DOMENICA 19 GENNAIO 2025
Is
62,1-5 1 Cor 12,4-11 Gv 2,1-12
OMELIA
Il
discepolo, nel cammino della propria storia, si sente persona sommamente amata
da Dio.
Chiunque
segua il Maestro fà questa continua esperienza: Dio, in modo inesauribile e
ineffabile, rivela la sua benevolenza nei confronti di ogni creatura.
Ma
questa grande esperienza deve diventare intimità
divina.
La
bellezza d'essere discepoli è fare l'esperienza dell’intimità con Dio dove, la
creatura, viene radicalmente trasformata. È quello che Gesù questa mattina ci
potrebbe voler dire attraverso il luminoso testo della profeta Isaia e la sua
realizzazione nel matrimonio a Cana di Galilea. L'uomo, nel momento in cui gode
di entrare nella rapporto con Dio, ne brama l'identità, l'identificazione, l'assimilazione
per poter veramente godere della gioia di Dio.
E
qual è la parola attorno alla quale noi possiamo scoprire il come entrare nell'intimità divina nella
quale ognuno di noi è profondamente realizzato?
La
parola attorno alla quale ruota il racconto delle nozze di Cana è la parola: obbedienza.
L’intimità
di Dio la gode l'uomo che vive in stato di obbedienza.
L'obbedienza
di Gesù in atto, dove Gesù - nel concetto o nell'esperienza dell'ora - dice
chiaramente che la sua esistenza è tutto un cammino di obbedienza.
“Donna,
non è giunta la mia ora… Non è giunto il momento in cui devo evidenziare che la
mia storia è tutta nelle mani del Padre”.
Non
per niente l'episodio di Cana di Galilea ha luogo tre giorni dopo l'incontro
che Gesù ha avuto con Natanaele e nel quale Gesù ha detto: “Vedrai cose più
grandi di queste!”.
Gesù
esprime la propria identità entrando nell'ora del Padre e, in questo, Gesù ci
dice che obbedire è il linguaggio di una comunione.
L'obbedire
è l'espressione della persona che ha il desiderio unico di compiere le opere
del Padre. L'obbedire è la gioia di una comunione.
È
il motivo per il quale nei Comandamenti si dice che occorre “onorare il padre e
la madre” dove, quel onorare il padre e la madre è niente altro che la
riconoscenza che il figlio ha, nei confronti di chi gli dona la vita.
Obbedire
è una comunione ricca di riconoscenza.
Secondo
personaggio: la Madonna. É molto interessante vedere come nel Vangelo di
Giovanni la Madonna è vista in solo due episodi. Questo, di Cana di Galilea, e ai
i piedi della croce dove, dice l'evangelista Giovanni, Maria era in piedi, cioè
era in una situazione di attrazione, nel mistero del figlio. Maria, nel momento
nel quale pone la domanda a Gesù - non hanno più vino, che facciamo? - si è
lasciata condurre, nell'ora del Padre. La bellezza di Maria è la sua obbedienza
al Figlio e nel Figlio l'obbedienza al Padre.

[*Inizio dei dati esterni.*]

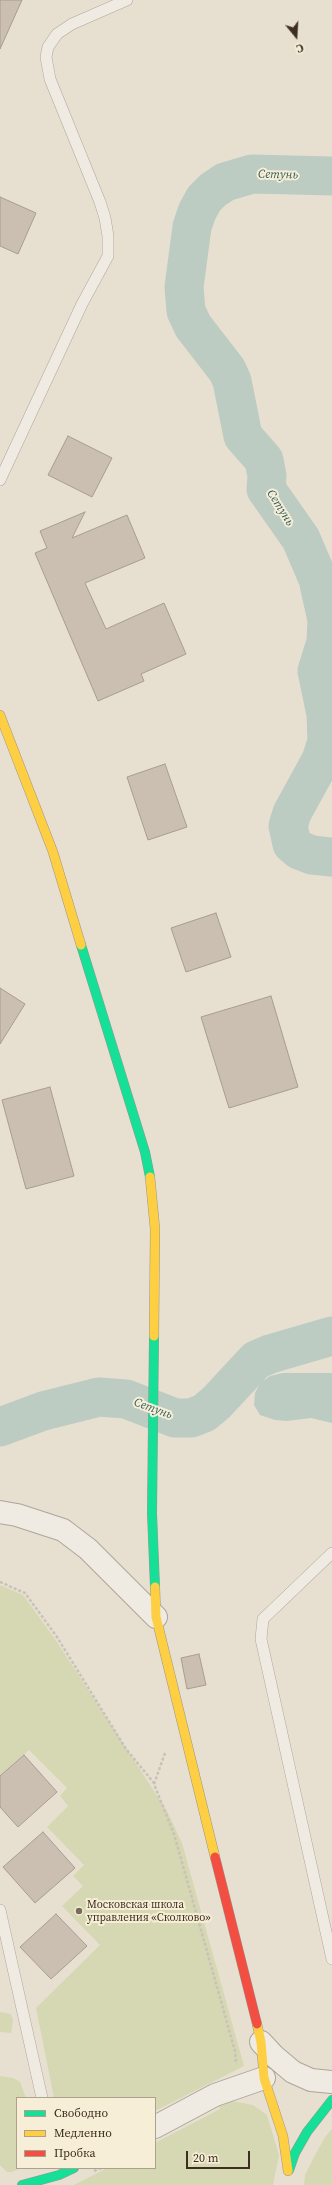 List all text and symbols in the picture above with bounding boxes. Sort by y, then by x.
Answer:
north arrow [276,16,316,56]
text: С [294,40,305,56]
water label: Сетунь [258,167,298,183]
water label: Сетунь [263,487,297,529]
water label: Сетунь [132,1395,174,1423]
place label: Московская школа управления «Сколково» [87,1898,211,1924]
marker: Московская школа управления «Сколково» [74,1906,84,1916]
legend [16,2097,156,2169]
text: Свободно [54,2105,108,2121]
text: Медленно [54,2125,112,2141]
scale bar [188,2143,252,2169]
text: Пробка [54,2145,96,2161]
text: 20 m [193,2150,219,2166]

L'uomo quando impara veramente a obbedire,
nello stile di Gesù, ritrova la semplicità del chiedere. L'uomo che vive l'intimità, in semplicità, chiede, perché la
sua esistenza è un'esistenza di comunione.
Il
terzo personaggio sono i servi, i quali obbediscono. Poiché essi ascoltano,
attraverso Maria, il comando di Gesù, obbediscono e allora nasce il miracolo,
perché l'obbedienza è il luogo della fecondità divina.
Se
guardiamo il racconto del brano evangelico ci siamo accorti che Gesù non ha
posto nessun gesto.
Noi
in genere, davanti ai miracoli, siamo sempre di fronte a una gestualità di
Gesù. Nel brano che abbiamo ascoltato il criterio non è nessuna gestualità, ma
una parola che diventa obbedienza, perché l'obbedienza è una comunione ricca di
gratitudine che diventa feconda, è l'intimità alla quale il Signore chiama
tutti i suoi discepoli perché possano veramente scoprire la bellezza della loro
esistenza.
L'uomo
quando è veramente sé stesso? Quando riesce veramente a gustare la vita, quando
l'uomo può entrare nella convinzione dell’intimità divina, se non quando - sull'esempio
di Gesù - pone la sua vita come obbedienza, come ascolto amoroso ricco di
riconoscenza dove, questo ascolto, nell'attività concreta diventa riconoscenza!
L'obbedienza
è la gioia di dire sempre grazie!
E
quando l'uomo entra in questa esperienza interiore ha la fecondità di Dio.
L’uomo
obbediente è l'uomo della creazione, in Gesù Cristo, per dare fecondità alla
storia di tutti i giorni. E allora ci accorgiamo che le profondità della vita
si scoprono attraverso l'obbedienza alla realtà quotidiana, agli avvenimenti di
cui la vita ci circonda, alle persone che ci accompagnano nella vita, a quel
Dio ineffabile che ci fa respirare regalandoci la sua meravigliosa comunione.
E
allora, se noi dovessimo gustare l'evento di cui la parola di Dio oggi ci parla
noi dovremmo dire: la vita è molto semplice e, fin dal mattino, con cuore
amoroso e ricco di riconoscenza dire sì alla vita.
Allora,
in quel momento, respiriamo la comunione con il Divino, maturiamo nella vera
libertà, abbiamo la fecondità divina dell'istante che stiamo costruendo.
Ora
davanti a questa grande esperienza a cui noi siamo chiamati, val la pena, nella
nostra esistenza dire sempre sì, in ogni momento dire: è giunta la mia ora,
l'oggi di quel Padre in cui c'è la bellezza feconda dell'amore di Dio.
E tale
verità il Signore ce la sta veramente regalando. L'Eucaristia non è quel vino
messianico nel quale noi veniamo inebriarti della potenza di Dio?
Se
guardiamo attentamente, l'Eucaristia è una cosa sola: vivere l'ora di Gesù,
vivere l'ora del Padre nell’obbedienza del Figlio. Quando tra poco faremo la
comunione mangeremo con gratitudine
l'obbedienza di Gesù.
E
allora entrando in questa profonda realtà ci accorgeremo che Dio è “SÌ’” fin
dal mattino e gustare la storia come l'ora del Padre, e allora alla sera, al di
là di come la giornata potrà essere andata, avremo questa meravigliosa
esperienza: oggi, pur nella mia povertà, sono stato la fecondità divina e
perciò l'anima mia magnifica il Signore perché ha fatto in me cose grandi.
È
la libertà dell'uomo che, nell'obbedienza ricca di gratitudine, in ogni
frammento si consegna a Dio.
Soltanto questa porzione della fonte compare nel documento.